I Think You Should Walk

I got a new AA sponsor last night. He was reluctant to work with me at first because the last two years of my life involved using opiates and anti-anxiety medication. He said, “I just don’t have experience regarding the abuse of medication. I’m just an alcoholic.’ He did agree, however, that I should make my home in AA rather than NA. I am fifty-five years old, and booze is a big part of my story. He said the demographics of NA include a much younger crowd. I noticed the same thing while in rehab. In fact, one of the techs suggested I attend AA meetings rather than NA meetings.

I spoke with my sponsor last night. He gave me a handful of suggestions. One in particular was that I walk to meetings. He knows I have trouble with depression, and he said exercise releases endorphins which help you feel better. Also, I am about forty pounds overweight. I know I did not have a choice regarding this whole walking thing. It was as if I was being challenged as to what lengths I am willing to go to be sober. So I walked to the noon meeting today. It felt really strange leaving a perfectly good car behind and heading out on foot. It only took fifteen minutes to get to the meeting, so it was no big deal. It was cold out, but I remembered the time I walked an hour and a half in the cold winter months to buy a bag of pot. The least I can do is walk to an AA meeting.

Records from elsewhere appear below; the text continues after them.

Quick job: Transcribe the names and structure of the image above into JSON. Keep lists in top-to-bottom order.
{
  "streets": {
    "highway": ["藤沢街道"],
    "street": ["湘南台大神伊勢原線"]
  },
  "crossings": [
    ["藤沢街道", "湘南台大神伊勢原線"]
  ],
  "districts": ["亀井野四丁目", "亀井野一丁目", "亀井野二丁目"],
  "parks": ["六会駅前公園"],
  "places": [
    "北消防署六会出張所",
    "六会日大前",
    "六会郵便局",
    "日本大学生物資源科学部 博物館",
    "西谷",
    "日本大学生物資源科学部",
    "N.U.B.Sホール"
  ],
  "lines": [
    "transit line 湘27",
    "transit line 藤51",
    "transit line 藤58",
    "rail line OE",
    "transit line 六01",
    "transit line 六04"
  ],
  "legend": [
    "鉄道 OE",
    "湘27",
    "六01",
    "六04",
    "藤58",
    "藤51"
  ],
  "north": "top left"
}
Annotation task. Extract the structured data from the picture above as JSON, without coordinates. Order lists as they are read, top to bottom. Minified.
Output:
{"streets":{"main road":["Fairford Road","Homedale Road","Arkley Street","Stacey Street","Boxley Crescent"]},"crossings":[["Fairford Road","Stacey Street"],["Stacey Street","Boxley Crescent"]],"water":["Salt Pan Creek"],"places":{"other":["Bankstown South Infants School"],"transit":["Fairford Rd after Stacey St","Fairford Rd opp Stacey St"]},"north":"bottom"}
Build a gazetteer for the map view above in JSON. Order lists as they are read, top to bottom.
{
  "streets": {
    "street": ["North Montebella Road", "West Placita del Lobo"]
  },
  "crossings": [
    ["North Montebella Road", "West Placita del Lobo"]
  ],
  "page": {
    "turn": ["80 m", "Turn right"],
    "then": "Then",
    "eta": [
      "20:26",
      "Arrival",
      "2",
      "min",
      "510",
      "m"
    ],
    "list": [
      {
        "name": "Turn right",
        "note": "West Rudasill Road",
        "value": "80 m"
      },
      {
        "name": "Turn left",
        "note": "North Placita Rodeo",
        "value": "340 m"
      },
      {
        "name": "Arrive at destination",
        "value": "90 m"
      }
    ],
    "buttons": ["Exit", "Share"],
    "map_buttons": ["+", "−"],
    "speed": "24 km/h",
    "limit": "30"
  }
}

Really, this is about being willing to take direction. I have been very self-centered and unwilling to listen over the years. I have a decent IQ and did very well in college. I took a lot of psychology and counseling courses. So I decided I knew better. I had it all figured out. But I once said to myself in the mirror, “If you’re so smart, how come you are drowning in alcohol?” It’s very true that controlling our alcohol consumption is not a matter of will power. We lack the ability to choose. It’s like the drink chooses for us. No human power can relieve us our our alcoholism. But there is one who has all power. That one is God. So being able to admit powerlessness and to decide we don’t know how to quit drinking on our own is more than half the battle. It sets us on the right path to recovery. It allows us to begin working on our character defects. I like the saying, “Nothing changes if nothing changes.”

So I am walking to AA meetings until further notice. Frankly, it feels right. I guess maybe I am finally willing to take direction and do what it takes. I am well on the road to recovery. (I’ll admit, I can’t wait for warmer weather!)